Titanic Belfast becomes second most visited tourist attraction on island of Ireland

Over 800,000 visitors in first year of operation

Titanic Belfast announced it has become the second most visited tourist attraction on the island. Photograph: Getty

Titanic Belfast announced it has become the second most visited tourist attraction on the island. Photograph: Getty

 

Northern Ireland First Minister Peter Robinson hailed “the legacy of the most famous ship ever built” as Titanic Belfast announced it has become the second most visited tourist attraction on the island. The Titanic Visitor Experience recorded 807,340 visitors during its first year of operation, just behind the annual figures for Dublin’s Guinness Storehouse.

Speaking at an event at Titanic Belfast to mark its first anniversary, Peter Robinson was joined by Deputy First Minister, Martin McGuinness, who added that visitor numbers had exceeded all expectations for “the most fantastic building on the island of Ireland” that had now proved itself as “an outstanding European tourism success story”. It is estimated that the tourism generated by the building is worth some £55 million a year to the local economy.

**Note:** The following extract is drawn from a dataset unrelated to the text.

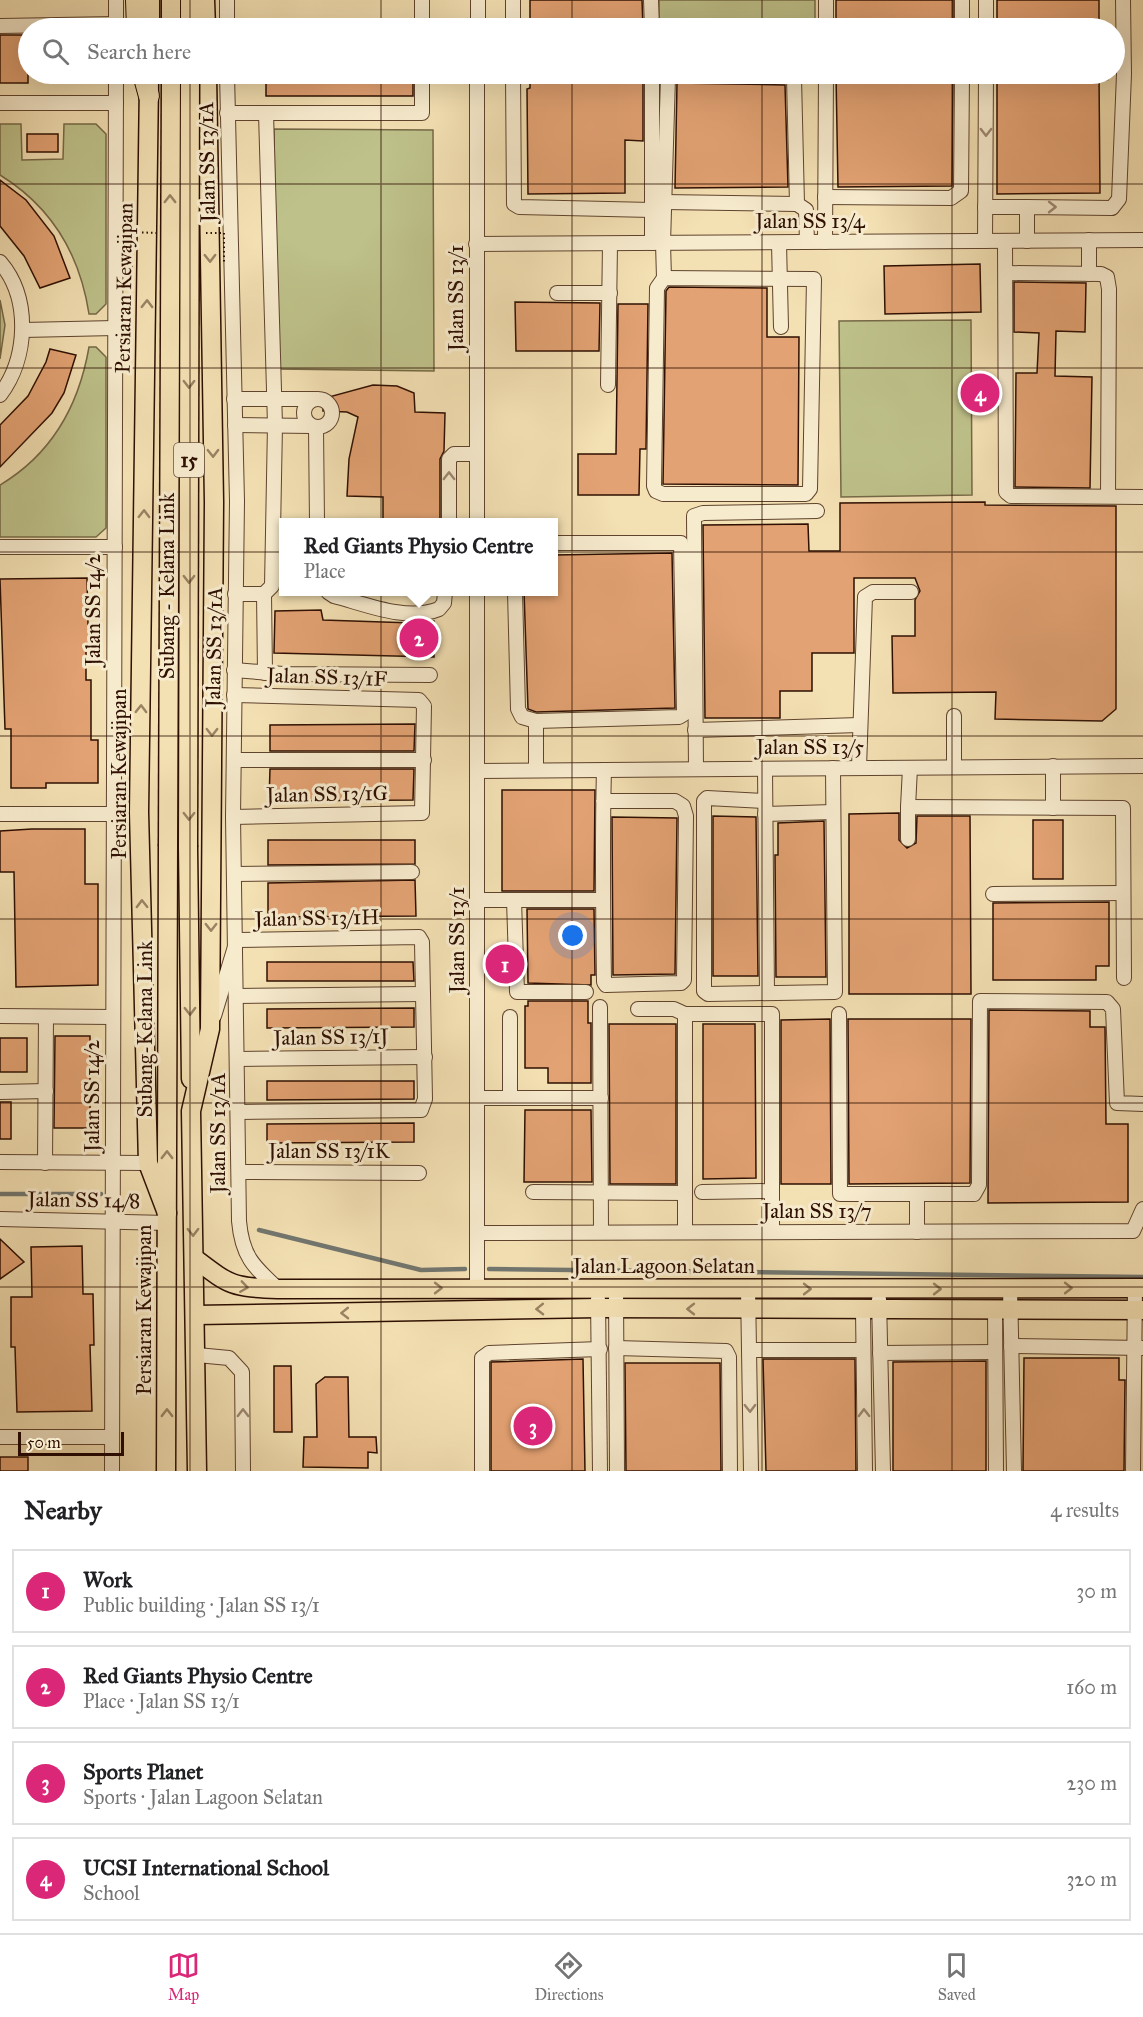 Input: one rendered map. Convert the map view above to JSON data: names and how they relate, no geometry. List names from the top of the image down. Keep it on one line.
{"streets":{"main road":["Persiaran Kewajipan","15","Subang - Kelana Link","Subang-Kelana Link","Jalan Lagoon Selatan"],"street":["Jalan SS 13/1A","Jalan SS 13/4","Jalan SS 13/1","Jalan SS 14/2","Jalan SS 13/1F","Jalan SS 13/5","Jalan SS 13/1G","Jalan SS 13/1H","Jalan SS 13/1J","Jalan SS 13/1K","Jalan SS 14/8","Jalan SS 13/7"]},"crossings":[["Jalan SS 13/1A","Jalan SS 13/1F"],["Jalan SS 13/1A","Jalan SS 13/1G"],["Jalan SS 13/1A","Jalan SS 13/1H"],["Jalan SS 13/1A","Jalan SS 13/1J"],["Jalan SS 13/1A","Jalan SS 13/1K"],["Jalan SS 13/1A","Jalan Lagoon Selatan"],["Jalan SS 13/4","Jalan SS 13/1"],["Persiaran Kewajipan","Subang-Kelana Link"],["Persiaran Kewajipan","Jalan SS 14/8"],["Jalan SS 13/1","Jalan SS 13/5"],["Jalan SS 13/1","Jalan SS 13/7"],["Jalan SS 13/1","Jalan Lagoon Selatan"],["Subang - Kelana Link","Subang-Kelana Link"],["Jalan SS 14/2","Jalan SS 14/8"],["Jalan SS 13/1F","Jalan SS 13/1G"],["Subang-Kelana Link","Jalan SS 14/8"]],"scale_bar":"50 m","page":{"search":"Search here","pins":["4","2","1","3"],"popup":["Red Giants Physio Centre","Place"],"scale":"50 m","heading":["Nearby","4 results"],"list":[{"mark":"1","name":"Work","note":"Public building · Jalan SS 13/1","value":"30 m"},{"mark":"2","name":"Red Giants Physio Centre","note":"Place · Jalan SS 13/1","value":"160 m"},{"mark":"3","name":"Sports Planet","note":"Sports · Jalan Lagoon Selatan","value":"230 m"},{"mark":"4","name":"UCSI International School","note":"School","value":"320 m"}],"nav":["Map","Directions","Saved"]}}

Opened last year to coincide with the 100th anniversary of RMS Titanic’s maiden voyage, what has surprised most is the international appeal of the attraction with visitors coming from 128 different countries. Visitors so far include Britain’s Queen Elizabeth, the director of the Titanic film - James Cameron and ex U.S. Secretary of State, Hillary Clinton.

Una Reilly of the Belfast Titanic Centre, a world renowned expert on the ship, says the myth and half-truths about how and why the Titanic sank on its maiden voyage in 1912 with the loss of over 1,500 lives still persist. “There wasn’t just one reason, there were a combination of circumstances” she says.

The 1912 equivalent of texting “I’m on The Titanic! LOL!” was one of those reasons according to Ms. Reilly. “There were so many passengers intent on messaging from the ship during the voyage that the radio room was overworked didn’t get all the warnings about dangerous ice packs”. There was also the fact that the crew member responsible for the key to the binocular cabinet had been replaced in Southampton and hadn’t handed over the key before he left the shop. It emerged during the official enquiry into the tragedy that the binoculars could have averted the disaster.

“That key was bought at auction seven years ago by a Chinese diamond merchant for £97.000” says Ms. Reilly. “He uses it to motivate his staff and warn them about the need for precise detail - he shows it to them and says “This little key caused one of the world’s greatest disasters””.